— Problem statement —
From the line with "Give bounding boxes for all text and symbols in the street" to the line with "Give bounding boxes for all labels, markers", retype every line exactly, including those two, and leave out the rest of the data below.

[Data entries]
⟨

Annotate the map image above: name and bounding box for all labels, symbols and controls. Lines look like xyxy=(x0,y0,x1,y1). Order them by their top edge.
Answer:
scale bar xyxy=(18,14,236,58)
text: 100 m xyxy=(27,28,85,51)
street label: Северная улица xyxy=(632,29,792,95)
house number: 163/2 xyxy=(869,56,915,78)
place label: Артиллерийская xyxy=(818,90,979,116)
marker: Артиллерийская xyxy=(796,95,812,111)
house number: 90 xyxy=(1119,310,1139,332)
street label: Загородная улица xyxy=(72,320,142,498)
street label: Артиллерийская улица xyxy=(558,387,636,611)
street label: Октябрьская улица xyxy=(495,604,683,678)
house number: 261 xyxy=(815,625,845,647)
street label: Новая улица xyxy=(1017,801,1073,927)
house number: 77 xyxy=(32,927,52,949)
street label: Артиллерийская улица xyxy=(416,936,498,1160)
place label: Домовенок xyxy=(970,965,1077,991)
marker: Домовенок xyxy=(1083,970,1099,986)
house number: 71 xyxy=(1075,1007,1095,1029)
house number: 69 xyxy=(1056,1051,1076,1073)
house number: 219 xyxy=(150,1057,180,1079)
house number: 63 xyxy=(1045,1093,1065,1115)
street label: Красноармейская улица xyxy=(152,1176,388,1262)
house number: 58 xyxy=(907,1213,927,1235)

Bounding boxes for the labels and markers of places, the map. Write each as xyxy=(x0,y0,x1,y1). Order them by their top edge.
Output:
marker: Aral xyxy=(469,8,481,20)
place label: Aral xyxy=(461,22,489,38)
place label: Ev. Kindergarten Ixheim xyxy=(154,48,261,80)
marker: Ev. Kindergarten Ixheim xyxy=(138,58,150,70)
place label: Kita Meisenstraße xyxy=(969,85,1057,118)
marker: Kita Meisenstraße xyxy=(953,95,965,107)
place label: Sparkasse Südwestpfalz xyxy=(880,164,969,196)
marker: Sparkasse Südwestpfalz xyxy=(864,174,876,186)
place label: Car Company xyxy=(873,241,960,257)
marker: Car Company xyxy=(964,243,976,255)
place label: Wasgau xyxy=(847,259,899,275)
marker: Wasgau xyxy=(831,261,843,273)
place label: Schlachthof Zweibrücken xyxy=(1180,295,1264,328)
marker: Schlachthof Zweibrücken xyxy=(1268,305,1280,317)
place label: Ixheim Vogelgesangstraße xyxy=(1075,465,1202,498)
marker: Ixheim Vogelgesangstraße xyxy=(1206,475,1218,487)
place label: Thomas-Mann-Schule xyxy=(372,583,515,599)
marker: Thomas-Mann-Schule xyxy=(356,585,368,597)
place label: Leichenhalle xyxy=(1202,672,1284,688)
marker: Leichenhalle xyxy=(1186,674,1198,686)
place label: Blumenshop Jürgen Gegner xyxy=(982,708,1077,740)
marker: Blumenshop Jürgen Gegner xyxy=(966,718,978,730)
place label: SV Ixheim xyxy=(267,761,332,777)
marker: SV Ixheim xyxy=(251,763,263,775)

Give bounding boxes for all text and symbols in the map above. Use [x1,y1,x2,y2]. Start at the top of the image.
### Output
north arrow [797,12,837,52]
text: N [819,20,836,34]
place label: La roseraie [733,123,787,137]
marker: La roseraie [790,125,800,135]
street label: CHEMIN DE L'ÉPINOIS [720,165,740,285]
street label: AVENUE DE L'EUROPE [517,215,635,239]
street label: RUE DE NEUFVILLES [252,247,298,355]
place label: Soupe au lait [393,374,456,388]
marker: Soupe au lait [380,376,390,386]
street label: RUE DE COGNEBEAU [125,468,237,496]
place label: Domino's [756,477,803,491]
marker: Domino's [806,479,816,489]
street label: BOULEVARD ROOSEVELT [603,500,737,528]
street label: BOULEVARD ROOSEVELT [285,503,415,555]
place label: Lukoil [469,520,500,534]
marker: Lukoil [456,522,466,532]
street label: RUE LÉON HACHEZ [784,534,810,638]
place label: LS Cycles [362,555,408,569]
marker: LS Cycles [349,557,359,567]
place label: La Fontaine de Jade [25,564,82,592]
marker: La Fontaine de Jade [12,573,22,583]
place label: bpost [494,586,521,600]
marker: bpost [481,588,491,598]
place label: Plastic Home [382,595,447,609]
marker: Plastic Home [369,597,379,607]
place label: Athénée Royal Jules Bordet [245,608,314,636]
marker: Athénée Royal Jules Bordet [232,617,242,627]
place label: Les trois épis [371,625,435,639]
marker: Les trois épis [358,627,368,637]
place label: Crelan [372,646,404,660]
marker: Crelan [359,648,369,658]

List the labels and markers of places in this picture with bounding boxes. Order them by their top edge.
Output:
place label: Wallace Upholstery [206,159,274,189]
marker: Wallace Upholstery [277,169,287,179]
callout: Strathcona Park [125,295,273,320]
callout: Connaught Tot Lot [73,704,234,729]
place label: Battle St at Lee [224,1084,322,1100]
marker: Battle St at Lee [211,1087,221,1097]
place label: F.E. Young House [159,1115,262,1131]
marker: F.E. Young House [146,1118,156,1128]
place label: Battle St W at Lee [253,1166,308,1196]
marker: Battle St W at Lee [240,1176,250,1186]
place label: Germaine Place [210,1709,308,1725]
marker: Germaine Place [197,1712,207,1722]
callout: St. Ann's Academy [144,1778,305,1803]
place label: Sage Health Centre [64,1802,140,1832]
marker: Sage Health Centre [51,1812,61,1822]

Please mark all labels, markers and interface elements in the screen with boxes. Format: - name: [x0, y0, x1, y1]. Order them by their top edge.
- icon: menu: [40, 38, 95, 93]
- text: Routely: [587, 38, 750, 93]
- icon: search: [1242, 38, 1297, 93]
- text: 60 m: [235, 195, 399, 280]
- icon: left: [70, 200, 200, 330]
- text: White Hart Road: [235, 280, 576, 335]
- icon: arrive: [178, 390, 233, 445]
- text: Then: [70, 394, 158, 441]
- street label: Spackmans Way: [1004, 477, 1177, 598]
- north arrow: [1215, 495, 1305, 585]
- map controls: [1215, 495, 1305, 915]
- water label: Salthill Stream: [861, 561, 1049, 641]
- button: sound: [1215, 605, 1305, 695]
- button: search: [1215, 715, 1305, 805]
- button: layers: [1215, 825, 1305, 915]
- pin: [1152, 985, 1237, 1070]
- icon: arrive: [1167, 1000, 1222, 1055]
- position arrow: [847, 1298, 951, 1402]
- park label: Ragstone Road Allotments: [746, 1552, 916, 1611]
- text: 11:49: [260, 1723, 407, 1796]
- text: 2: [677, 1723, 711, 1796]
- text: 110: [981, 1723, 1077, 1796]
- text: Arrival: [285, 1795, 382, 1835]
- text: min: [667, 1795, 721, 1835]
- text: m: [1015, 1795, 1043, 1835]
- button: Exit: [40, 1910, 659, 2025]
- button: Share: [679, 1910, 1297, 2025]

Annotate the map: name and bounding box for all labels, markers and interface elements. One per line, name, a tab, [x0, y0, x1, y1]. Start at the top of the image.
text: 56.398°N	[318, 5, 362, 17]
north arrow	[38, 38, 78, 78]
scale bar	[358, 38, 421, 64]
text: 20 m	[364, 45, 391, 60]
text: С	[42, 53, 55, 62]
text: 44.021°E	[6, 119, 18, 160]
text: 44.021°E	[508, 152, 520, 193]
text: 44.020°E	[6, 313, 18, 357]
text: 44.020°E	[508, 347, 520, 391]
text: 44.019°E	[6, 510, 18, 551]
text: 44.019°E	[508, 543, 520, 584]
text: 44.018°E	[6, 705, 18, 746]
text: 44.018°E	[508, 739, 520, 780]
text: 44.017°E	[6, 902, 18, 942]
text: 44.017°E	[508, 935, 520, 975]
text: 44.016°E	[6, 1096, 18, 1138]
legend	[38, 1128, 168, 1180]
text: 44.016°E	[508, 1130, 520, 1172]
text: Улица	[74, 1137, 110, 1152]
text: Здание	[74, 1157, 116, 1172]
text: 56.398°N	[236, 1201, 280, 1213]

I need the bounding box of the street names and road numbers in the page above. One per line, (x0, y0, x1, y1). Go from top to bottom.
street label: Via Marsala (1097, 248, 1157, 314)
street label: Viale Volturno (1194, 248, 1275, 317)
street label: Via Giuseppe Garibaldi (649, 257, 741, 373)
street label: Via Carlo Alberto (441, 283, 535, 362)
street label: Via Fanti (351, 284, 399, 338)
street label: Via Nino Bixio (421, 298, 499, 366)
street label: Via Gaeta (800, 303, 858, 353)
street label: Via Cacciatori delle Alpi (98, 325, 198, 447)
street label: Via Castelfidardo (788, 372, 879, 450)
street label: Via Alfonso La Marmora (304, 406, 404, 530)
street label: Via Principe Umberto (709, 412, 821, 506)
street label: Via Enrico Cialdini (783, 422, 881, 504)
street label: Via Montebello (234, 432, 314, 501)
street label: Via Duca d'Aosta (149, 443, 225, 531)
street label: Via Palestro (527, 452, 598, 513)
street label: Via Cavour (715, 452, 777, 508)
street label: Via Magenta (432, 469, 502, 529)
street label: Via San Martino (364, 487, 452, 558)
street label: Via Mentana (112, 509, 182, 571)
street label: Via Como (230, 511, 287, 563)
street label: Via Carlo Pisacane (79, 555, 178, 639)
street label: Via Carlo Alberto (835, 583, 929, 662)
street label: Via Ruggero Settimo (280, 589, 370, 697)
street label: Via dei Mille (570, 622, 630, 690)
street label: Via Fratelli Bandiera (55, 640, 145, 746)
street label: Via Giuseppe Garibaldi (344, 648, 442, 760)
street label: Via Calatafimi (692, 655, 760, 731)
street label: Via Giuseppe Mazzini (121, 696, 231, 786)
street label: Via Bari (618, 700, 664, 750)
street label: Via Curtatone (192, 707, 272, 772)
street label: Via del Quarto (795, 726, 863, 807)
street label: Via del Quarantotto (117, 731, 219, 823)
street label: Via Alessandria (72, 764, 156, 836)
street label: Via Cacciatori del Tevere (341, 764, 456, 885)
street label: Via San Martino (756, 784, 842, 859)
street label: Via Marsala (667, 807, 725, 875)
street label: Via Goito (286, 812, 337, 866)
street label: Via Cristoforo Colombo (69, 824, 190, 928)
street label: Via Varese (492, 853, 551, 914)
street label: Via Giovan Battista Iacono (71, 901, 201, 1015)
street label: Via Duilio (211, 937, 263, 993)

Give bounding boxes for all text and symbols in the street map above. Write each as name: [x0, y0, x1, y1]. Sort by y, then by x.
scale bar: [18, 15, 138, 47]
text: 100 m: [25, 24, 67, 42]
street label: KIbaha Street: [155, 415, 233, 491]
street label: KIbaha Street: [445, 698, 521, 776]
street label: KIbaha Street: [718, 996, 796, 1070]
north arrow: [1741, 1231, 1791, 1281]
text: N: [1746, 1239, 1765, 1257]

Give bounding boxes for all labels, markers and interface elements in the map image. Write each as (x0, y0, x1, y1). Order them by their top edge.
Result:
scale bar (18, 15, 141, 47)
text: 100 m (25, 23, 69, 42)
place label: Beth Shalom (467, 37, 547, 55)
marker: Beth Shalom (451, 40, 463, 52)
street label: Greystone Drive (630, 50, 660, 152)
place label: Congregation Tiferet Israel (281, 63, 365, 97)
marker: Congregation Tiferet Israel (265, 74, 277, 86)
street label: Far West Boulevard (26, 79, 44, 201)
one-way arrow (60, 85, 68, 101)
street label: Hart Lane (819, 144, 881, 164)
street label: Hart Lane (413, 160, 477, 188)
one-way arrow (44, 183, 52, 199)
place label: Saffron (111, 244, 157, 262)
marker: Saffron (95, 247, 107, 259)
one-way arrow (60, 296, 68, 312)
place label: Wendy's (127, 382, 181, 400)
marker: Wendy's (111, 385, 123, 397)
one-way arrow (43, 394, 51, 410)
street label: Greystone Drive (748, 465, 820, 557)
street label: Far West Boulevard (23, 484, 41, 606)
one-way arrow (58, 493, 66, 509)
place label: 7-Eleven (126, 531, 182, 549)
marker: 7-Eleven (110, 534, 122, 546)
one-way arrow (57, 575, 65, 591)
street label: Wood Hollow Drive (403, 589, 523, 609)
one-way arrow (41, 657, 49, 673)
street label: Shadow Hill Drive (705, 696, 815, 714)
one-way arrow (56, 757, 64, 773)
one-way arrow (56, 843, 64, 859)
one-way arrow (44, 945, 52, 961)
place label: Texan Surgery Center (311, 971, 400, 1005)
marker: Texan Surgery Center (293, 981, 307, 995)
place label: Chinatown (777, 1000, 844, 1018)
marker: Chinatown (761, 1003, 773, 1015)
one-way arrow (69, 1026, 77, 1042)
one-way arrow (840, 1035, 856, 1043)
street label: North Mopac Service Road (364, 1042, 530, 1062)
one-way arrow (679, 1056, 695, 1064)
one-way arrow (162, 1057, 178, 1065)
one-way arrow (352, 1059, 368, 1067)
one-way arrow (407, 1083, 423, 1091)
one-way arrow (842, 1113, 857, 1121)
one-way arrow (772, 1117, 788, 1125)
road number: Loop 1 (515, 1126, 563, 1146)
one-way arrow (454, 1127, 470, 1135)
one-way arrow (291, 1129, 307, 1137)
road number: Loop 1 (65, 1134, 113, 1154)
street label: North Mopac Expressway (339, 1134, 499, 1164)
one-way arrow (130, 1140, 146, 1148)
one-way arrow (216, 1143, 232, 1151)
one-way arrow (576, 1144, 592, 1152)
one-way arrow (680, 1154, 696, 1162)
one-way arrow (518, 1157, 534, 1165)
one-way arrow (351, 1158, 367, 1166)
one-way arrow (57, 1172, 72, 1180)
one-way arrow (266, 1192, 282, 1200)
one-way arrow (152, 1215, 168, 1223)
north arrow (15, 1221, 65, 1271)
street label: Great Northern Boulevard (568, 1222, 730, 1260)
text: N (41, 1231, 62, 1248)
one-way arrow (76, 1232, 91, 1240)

⟩

— Reply to the task —
Give bounding boxes for all text and symbols in the street map above. Write each as name: [x0, y0, x1, y1]. Sort by y, then by x.
scale bar: [18, 15, 138, 47]
text: 100 m: [25, 24, 67, 42]
street label: KIbaha Street: [155, 415, 233, 491]
street label: KIbaha Street: [445, 698, 521, 776]
street label: KIbaha Street: [718, 996, 796, 1070]
north arrow: [1741, 1231, 1791, 1281]
text: N: [1746, 1239, 1765, 1257]

Give bounding boxes for all labels, markers and interface elements in the map image. Write each as (x0, y0, x1, y1). Order them by their top edge.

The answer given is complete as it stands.